Imagino que muitas pessoas da minha geração se interessaram em ler “O Coração das Trevas” depois de ver “Apocalypse Now”, o clássico filme de guerra de Francis Ford Coppola inspirado no livro de Joseph Conrad. Foi meu caso. Li pela primeira vez adolescente, e lembro o impacto de tentar visualizar as imagens descritas nas páginas: o barco navegando lentamente por um majestoso rio africano ladeado por uma floresta impenetrável; a cortina de neblina que cai sobre o rio, impedindo a visão e dando ao cenário um aspecto fantasmagórico; a chuva de flechas que parecem cuspidas da própria mata; cabeças decepadas usadas como ornamentos de cercas.
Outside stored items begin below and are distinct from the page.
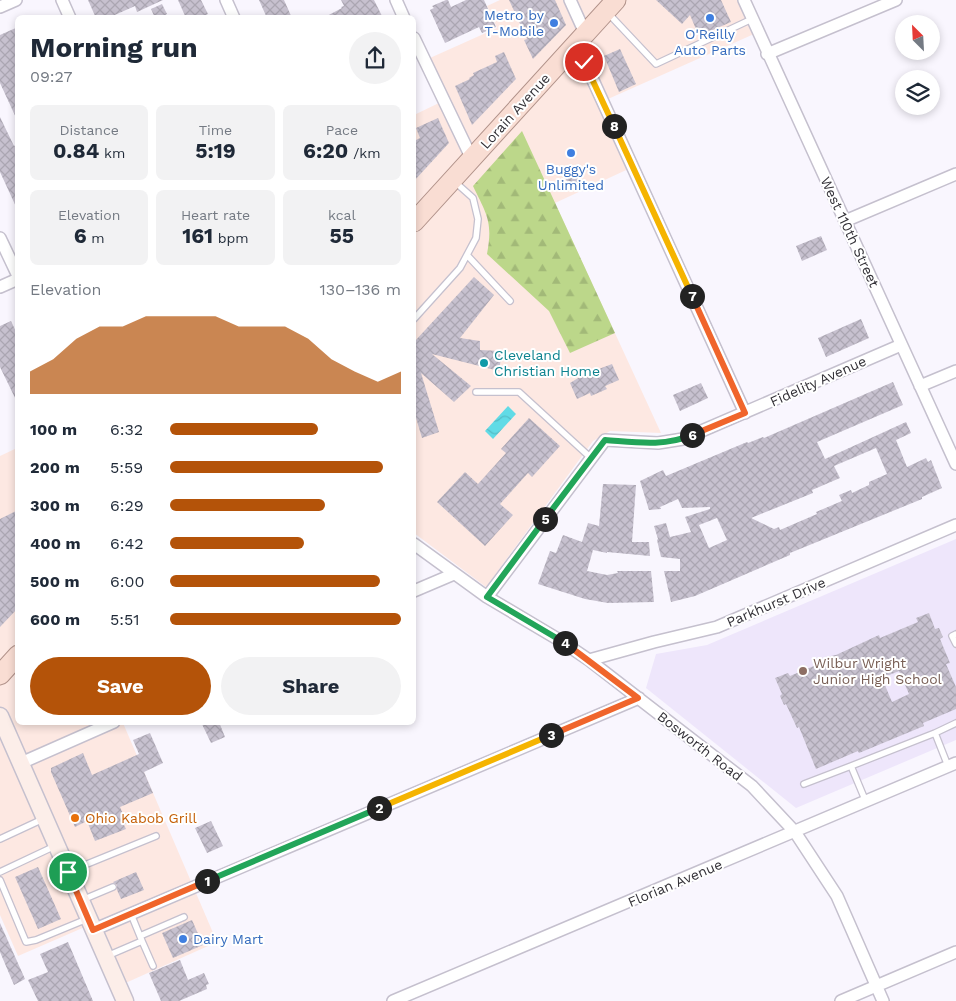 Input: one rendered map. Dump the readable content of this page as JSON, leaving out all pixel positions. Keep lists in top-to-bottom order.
{
  "streets": {
    "main road": ["Lorain Avenue"],
    "street": [
      "West 110th Street",
      "Fidelity Avenue",
      "Parkhurst Drive",
      "Bosworth Road",
      "Florian Avenue"
    ]
  },
  "crossings": [
    ["West 110th Street", "Fidelity Avenue"],
    ["Fidelity Avenue", "Bosworth Road"],
    ["Parkhurst Drive", "Bosworth Road"],
    ["Bosworth Road", "Florian Avenue"]
  ],
  "places": [
    "O'Reilly Auto Parts",
    "Metro by T-Mobile",
    "Buggy's Unlimited",
    "Cleveland Christian Home",
    "Wilbur Wright Junior High School",
    "Ohio Kabob Grill",
    "Dairy Mart"
  ],
  "north": "top left",
  "page": {
    "heading": ["Morning run", "09:27"],
    "stats": [
      ["Distance", "0.84 km"],
      ["Time", "5:19"],
      ["Pace", "6:20 /km"],
      ["Elevation", "6 m"],
      ["Heart rate", "161 bpm"],
      ["kcal", "55"]
    ],
    "pins": [
      "8",
      "7",
      "6",
      "5",
      "4",
      "3",
      "2",
      "1"
    ],
    "chart": ["Elevation", "130–136 m"],
    "list": [
      {
        "name": "100 m",
        "note": "6:32"
      },
      {
        "name": "200 m",
        "note": "5:59"
      },
      {
        "name": "300 m",
        "note": "6:29"
      },
      {
        "name": "400 m",
        "note": "6:42"
      },
      {
        "name": "500 m",
        "note": "6:00"
      },
      {
        "name": "600 m",
        "note": "5:51"
      }
    ],
    "buttons": ["Save", "Share"]
  }
} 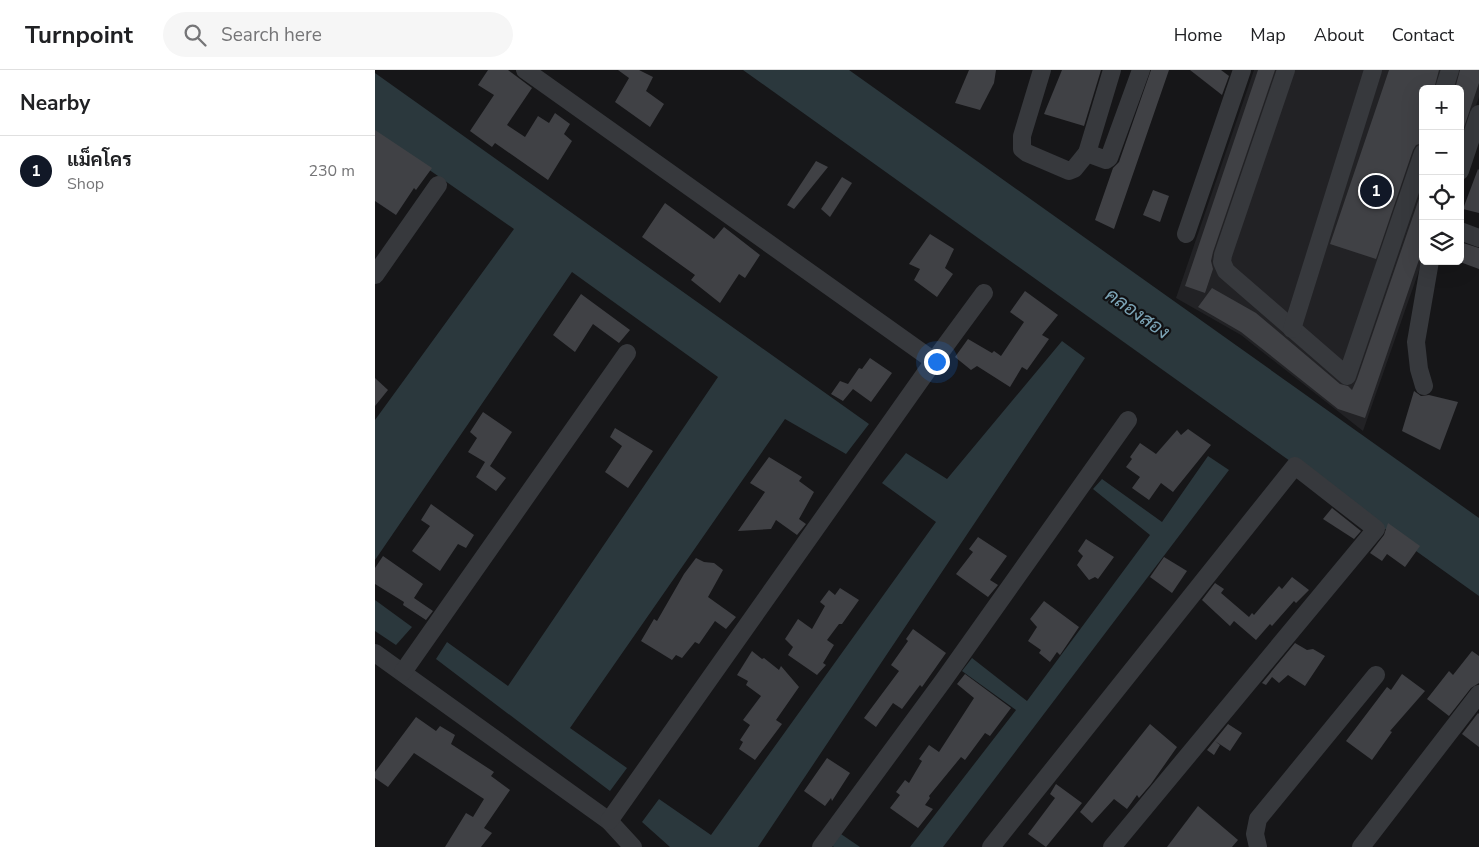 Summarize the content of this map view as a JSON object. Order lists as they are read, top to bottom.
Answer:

Para um leitor de 16, 17 anos, “O Coração das Trevas” é um misto de história de aventura e fábula de terror. O tom anticolonialista é evidente, e as descrições das desumanidades perpetradas pelos brancos são aterrorizantes. O fato de o narrador, Charles Marlow, estar sentado com amigos, relembrando suas aventuras na selva, confere à narrativa uma atmosfera lúdica, como se estivéssemos em volta de uma fogueira, ouvindo uma antiga história da boca de um velho contador de lendas. Ler frases como “À noite, às vezes, o rolar de tambores por trás da cortina de árvores subia o rio e ficava parado, fraco, como que pairando no ar muito acima de nós, até o primeiro romper da aurora” e “Éramos viajantes errantes numa terra pré-histórica, numa terra que tinha o aspecto de um planeta desconhecido” mexeu com minha cabeça.
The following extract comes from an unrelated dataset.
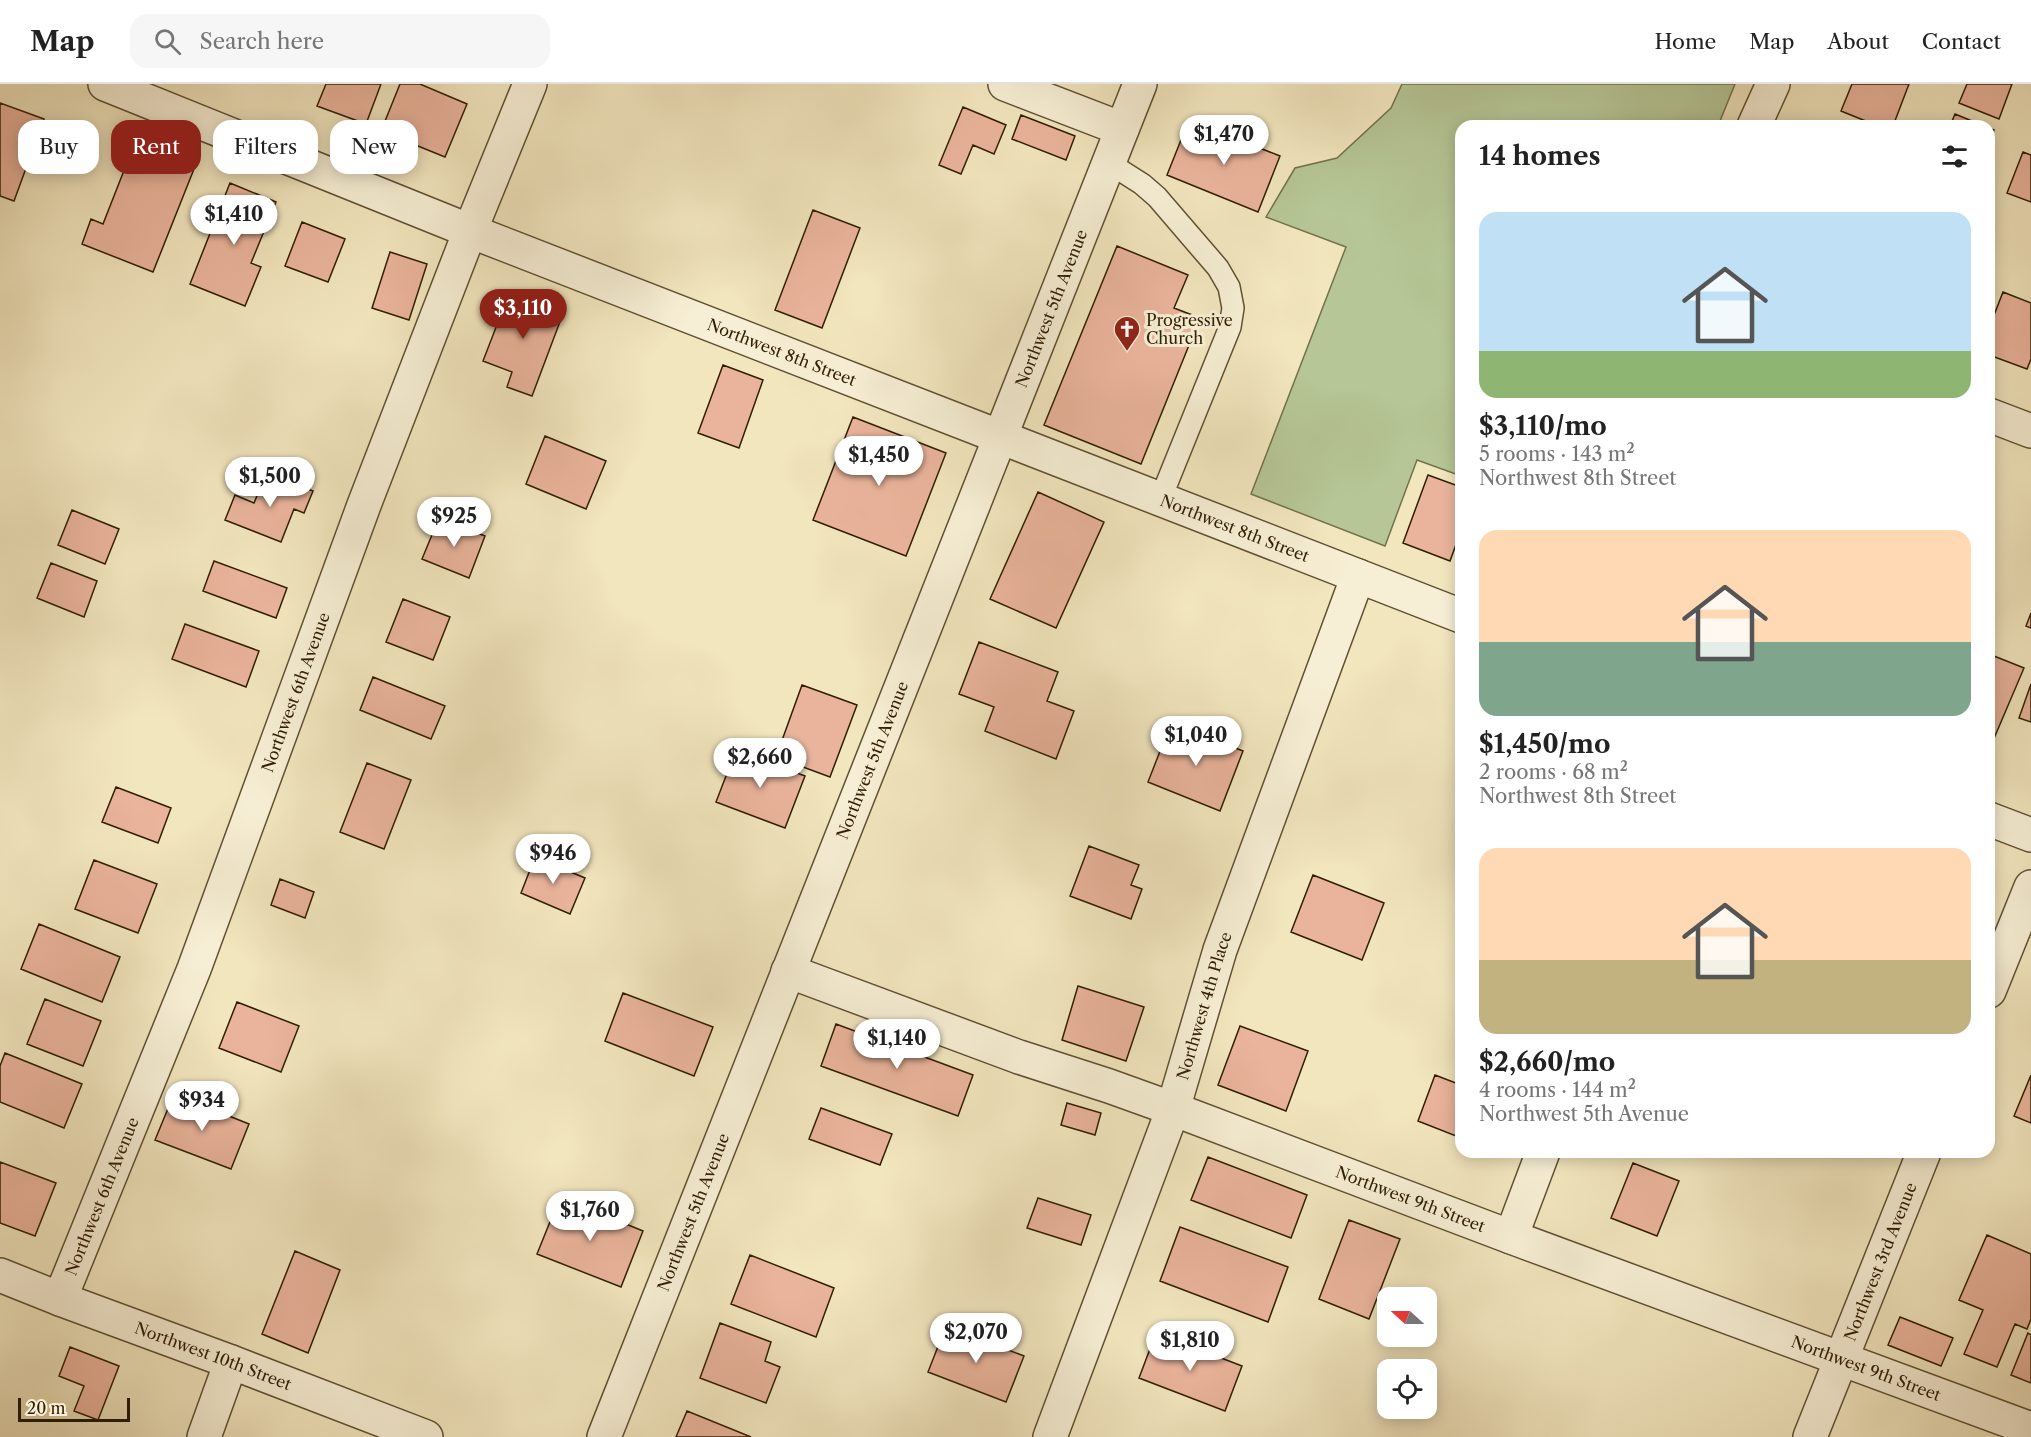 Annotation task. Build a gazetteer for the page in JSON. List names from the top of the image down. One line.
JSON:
{"streets":{"street":["Northwest 5th Avenue","Northwest 8th Street","Northwest 6th Avenue","Northwest 4th Place","Northwest 9th Street","Northwest 3rd Avenue","Northwest 10th Street"]},"crossings":[["Northwest 5th Avenue","Northwest 8th Street"],["Northwest 5th Avenue","Northwest 9th Street"],["Northwest 8th Street","Northwest 6th Avenue"],["Northwest 8th Street","Northwest 4th Place"],["Northwest 6th Avenue","Northwest 10th Street"],["Northwest 4th Place","Northwest 9th Street"],["Northwest 9th Street","Northwest 3rd Avenue"]],"places":{"church":["Progressive Church"]},"scale_bar":"20 m","north":"left","page":{"header":"Map","search":"Search here","nav":["Home","Map","About","Contact"],"price":["$1,470","$1,410","$3,110","$1,450","$1,500","$925","$1,040","$2,660","$946","$1,140","$934","$1,760","$2,070","$1,810"],"chip":["Buy","Rent","Filters","New"],"heading":"14 homes","list":[{"name":"$3,110/mo","note":"5 rooms · 143 m² · Northwest 8th Street"},{"name":"$1,450/mo","note":"2 rooms · 68 m² · Northwest 8th Street"},{"name":"$2,660/mo","note":"4 rooms · 144 m² · Northwest 5th Avenue"}],"scale":"20 m"}}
Relendo o livro depois de muitos anos, percebi elementos que me haviam escapado antes. Mais importante que a trama – um marinheiro enviado por uma empresa de exploração de marfim para resgatar, em um posto localizado nas profundezas da floresta, um certo Sr. Kurtz, funcionário exemplar e que, dizem, está doente – é a jornada pessoal de Marlow. Durante toda a leitura, fiquei imaginando o que deveria estar passando pela cabeça do narrador durante a longa travessia rumo à escuridão e ao desconhecido da floresta: “O que estou fazendo aqui?” O que estamos – nós, os brancos – fazendo aqui? O que nos move a conquistar essas terras ‘bárbaras’? Será apenas o lucro prometido pelo marfim, ou existe um chamado maior, uma epifania que nos move a dominar outros homens e outras terras?”
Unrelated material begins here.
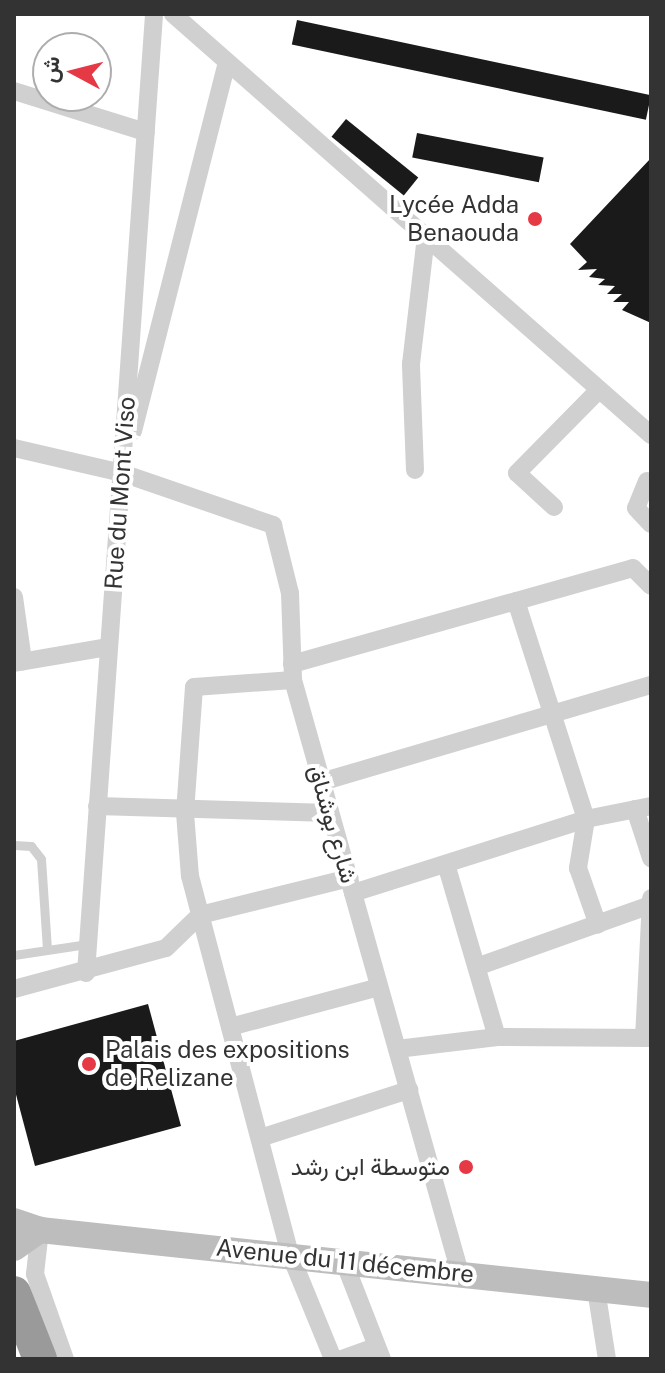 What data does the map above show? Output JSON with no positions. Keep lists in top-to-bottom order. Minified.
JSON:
{"streets":{"street":["Rue du Mont Viso","شارع بوشناق","Avenue du 11 décembre"]},"crossings":[["Rue du Mont Viso","شارع بوشناق"],["شارع بوشناق","Avenue du 11 décembre"]],"places":["Lycée Adda Benaouda","Palais des expositions de Relizane","متوسطة ابن رشد"],"north":"left"}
O curioso é que, ao longo do texto, Joseph Conrad parece pontuar a narrativa com alguns comentários até irônicos, que contradizem a própria história contada por Marlow: “As histórias exageradas que contam os homens do mar têm uma simplicidade direta, cujo sentido cabe numa casca de noz.” Será mesmo? O que Marlow diz cabe numa casca de noz? Talvez a trama caiba, já que o enredo de “O Coração das Trevas” não poderia ser mais simples (e é evidente que Coppola, ao adaptá-lo em “Apocalypse Now”, teve a preocupação de “apimentar” a trama com mais acontecimentos espetaculosos, incluindo o próprio destino de Kurtz), mas os questionamentos que a história faz são, de fato, imensos.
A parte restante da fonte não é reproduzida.